**WHAT YOU HAVE TO DO:** Would you count how many lines of the entries below include the word "turn"? Give nothing but the number.

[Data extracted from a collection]
☆ ☆ ☆ ☆ ☆ ☆ ☆

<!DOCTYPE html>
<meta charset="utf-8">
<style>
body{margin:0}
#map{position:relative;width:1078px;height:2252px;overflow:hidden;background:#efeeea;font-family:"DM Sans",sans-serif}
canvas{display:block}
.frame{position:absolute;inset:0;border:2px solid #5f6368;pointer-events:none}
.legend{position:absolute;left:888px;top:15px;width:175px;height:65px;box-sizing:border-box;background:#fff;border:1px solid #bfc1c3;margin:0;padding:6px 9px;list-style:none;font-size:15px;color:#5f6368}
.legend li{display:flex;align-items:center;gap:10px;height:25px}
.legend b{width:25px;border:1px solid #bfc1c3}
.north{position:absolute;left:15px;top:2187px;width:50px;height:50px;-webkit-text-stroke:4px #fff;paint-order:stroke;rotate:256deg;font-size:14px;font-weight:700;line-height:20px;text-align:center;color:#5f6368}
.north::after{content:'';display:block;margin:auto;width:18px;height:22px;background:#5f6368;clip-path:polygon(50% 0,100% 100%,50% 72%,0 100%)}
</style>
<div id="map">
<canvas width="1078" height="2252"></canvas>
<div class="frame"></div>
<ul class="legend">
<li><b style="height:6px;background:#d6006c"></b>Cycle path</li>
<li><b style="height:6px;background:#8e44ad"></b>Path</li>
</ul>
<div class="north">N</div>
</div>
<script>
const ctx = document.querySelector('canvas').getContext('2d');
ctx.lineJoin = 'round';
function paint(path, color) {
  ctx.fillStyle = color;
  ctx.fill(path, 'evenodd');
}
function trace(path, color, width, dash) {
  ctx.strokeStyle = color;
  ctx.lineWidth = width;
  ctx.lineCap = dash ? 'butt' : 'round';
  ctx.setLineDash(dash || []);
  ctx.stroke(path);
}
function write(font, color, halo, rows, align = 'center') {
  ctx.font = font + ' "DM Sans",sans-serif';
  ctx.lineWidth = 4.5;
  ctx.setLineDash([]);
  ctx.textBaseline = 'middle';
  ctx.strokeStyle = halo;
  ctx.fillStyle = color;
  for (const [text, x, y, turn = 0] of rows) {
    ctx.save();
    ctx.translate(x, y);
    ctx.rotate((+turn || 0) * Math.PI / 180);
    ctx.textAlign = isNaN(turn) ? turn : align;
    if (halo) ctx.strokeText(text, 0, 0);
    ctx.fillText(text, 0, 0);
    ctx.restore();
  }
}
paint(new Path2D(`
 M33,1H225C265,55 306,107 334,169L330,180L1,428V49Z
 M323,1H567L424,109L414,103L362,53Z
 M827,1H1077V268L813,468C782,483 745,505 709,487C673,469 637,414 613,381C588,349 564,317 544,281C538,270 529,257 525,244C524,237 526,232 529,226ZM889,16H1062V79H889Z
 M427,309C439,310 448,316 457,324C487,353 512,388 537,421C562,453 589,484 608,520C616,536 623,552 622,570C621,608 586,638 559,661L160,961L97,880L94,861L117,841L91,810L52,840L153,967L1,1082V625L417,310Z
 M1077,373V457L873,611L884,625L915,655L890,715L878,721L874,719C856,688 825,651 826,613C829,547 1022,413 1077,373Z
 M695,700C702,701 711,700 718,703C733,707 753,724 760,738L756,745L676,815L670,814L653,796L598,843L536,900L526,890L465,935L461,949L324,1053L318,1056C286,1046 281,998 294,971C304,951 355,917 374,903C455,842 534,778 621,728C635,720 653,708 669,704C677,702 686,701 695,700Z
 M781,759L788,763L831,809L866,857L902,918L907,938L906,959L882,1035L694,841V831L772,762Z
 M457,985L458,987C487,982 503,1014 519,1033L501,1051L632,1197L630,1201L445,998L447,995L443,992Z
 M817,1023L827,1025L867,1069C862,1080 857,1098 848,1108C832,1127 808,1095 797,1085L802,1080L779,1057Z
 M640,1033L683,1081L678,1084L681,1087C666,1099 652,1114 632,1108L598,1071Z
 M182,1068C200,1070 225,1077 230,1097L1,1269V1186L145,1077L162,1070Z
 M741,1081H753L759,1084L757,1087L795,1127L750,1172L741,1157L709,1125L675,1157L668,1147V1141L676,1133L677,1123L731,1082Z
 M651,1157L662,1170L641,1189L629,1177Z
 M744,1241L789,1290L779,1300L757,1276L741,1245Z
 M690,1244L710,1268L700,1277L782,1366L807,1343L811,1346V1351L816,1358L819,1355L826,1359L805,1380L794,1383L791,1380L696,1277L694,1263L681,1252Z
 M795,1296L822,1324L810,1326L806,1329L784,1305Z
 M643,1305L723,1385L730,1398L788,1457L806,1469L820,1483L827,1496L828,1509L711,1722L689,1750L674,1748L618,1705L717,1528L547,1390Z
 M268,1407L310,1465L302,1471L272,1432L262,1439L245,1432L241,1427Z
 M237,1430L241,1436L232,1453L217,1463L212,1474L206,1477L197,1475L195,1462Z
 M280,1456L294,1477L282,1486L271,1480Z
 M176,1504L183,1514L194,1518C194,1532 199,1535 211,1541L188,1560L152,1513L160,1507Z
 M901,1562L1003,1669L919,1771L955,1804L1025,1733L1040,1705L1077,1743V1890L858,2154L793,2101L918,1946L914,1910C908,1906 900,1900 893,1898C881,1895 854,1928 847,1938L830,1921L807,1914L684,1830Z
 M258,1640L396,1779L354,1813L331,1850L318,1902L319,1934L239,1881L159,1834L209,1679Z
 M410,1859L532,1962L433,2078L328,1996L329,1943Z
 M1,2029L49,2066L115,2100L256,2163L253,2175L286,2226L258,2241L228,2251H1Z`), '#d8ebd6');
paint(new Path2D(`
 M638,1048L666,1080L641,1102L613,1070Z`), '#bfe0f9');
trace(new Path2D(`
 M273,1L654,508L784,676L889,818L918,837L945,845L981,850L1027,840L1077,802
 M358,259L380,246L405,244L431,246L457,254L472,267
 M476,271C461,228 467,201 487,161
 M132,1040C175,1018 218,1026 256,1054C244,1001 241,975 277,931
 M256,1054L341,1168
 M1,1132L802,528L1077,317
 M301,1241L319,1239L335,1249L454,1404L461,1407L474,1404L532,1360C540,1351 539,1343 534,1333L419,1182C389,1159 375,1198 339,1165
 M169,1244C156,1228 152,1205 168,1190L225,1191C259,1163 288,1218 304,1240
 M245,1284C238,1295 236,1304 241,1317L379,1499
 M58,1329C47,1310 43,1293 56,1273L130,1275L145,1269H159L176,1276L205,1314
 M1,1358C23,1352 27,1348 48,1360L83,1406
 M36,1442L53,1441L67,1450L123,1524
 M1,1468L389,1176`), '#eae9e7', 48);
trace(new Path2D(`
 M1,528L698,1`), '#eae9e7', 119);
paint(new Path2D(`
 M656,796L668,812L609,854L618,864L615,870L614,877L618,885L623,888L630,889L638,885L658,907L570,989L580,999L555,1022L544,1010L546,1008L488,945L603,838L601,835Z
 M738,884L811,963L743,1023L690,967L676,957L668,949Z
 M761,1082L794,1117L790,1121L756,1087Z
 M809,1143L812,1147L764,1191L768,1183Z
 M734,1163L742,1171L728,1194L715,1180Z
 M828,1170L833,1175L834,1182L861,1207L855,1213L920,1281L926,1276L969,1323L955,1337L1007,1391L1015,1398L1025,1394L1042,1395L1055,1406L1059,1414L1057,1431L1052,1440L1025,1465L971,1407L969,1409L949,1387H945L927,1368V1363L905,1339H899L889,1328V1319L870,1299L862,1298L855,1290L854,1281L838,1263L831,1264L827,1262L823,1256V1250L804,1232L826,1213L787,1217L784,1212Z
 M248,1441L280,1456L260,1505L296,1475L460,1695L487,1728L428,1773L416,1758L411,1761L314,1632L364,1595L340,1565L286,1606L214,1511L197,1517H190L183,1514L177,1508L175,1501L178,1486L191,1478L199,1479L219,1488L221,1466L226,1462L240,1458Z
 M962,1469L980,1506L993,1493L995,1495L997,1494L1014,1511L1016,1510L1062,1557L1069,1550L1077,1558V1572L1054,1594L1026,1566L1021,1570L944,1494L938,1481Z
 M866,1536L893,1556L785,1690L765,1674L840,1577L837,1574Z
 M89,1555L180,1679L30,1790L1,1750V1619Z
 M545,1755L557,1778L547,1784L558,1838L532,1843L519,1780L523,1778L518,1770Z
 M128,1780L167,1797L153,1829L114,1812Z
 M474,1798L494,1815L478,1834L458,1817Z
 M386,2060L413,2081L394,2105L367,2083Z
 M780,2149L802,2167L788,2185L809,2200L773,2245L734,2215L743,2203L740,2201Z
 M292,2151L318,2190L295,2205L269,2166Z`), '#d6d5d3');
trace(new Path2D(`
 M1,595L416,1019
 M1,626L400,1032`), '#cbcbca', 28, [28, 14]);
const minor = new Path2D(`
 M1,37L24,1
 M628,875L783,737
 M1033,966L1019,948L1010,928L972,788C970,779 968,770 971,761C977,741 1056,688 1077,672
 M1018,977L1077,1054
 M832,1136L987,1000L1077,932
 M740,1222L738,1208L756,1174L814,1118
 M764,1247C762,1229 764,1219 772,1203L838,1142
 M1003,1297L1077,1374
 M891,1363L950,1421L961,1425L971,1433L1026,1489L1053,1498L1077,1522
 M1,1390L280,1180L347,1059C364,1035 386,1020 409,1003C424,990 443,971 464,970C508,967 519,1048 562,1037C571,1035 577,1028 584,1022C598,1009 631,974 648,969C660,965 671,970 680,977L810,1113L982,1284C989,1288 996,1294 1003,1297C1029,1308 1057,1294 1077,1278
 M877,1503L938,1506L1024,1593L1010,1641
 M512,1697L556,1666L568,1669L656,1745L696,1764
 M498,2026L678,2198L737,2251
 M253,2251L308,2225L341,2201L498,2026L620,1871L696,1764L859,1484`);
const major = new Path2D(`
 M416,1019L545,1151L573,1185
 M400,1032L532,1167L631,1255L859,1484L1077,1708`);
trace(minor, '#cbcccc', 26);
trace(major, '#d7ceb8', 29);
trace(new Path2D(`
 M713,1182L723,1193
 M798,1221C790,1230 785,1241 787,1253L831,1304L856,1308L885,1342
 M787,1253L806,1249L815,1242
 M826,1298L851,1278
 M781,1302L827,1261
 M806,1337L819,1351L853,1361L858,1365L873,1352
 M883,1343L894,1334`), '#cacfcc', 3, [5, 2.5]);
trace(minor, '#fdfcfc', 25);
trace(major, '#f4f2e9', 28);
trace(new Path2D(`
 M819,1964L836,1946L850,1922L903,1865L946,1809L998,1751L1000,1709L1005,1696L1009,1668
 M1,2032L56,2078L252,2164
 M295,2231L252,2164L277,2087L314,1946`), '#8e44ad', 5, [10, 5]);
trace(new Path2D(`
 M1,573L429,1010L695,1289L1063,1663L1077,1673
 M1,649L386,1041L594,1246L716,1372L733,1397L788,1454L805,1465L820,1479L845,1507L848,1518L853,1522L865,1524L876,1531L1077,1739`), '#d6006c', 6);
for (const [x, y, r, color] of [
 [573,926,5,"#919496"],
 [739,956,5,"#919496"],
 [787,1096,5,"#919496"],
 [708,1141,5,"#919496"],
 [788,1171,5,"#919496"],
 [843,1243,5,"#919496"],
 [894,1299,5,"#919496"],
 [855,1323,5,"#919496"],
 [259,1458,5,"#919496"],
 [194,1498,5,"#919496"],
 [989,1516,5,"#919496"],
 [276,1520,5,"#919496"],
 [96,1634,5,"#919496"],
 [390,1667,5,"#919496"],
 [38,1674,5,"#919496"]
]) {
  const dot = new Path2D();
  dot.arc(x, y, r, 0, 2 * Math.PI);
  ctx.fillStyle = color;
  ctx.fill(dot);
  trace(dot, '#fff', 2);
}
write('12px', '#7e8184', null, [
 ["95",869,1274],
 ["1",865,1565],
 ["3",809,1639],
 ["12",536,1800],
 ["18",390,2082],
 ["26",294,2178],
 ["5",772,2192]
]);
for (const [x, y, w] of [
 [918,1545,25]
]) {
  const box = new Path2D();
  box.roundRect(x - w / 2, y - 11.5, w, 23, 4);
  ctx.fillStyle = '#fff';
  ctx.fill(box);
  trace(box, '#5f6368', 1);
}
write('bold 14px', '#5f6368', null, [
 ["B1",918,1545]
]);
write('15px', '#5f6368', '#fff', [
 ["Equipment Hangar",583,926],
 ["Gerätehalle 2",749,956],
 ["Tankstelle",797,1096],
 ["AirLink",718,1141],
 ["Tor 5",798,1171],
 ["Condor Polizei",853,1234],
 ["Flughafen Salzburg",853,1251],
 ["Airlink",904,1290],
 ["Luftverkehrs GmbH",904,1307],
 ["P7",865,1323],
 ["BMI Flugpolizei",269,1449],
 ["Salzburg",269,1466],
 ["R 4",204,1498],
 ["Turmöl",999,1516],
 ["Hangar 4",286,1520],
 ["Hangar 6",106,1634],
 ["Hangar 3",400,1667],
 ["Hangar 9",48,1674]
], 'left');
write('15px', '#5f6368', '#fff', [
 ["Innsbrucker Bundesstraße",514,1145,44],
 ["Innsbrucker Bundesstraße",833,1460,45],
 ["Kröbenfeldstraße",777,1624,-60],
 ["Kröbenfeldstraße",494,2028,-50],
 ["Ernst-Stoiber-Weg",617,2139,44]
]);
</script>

☆ ☆ ☆ ☆ ☆ ☆ ☆

**SOLUTION FOR THIS EXERCISE:** 3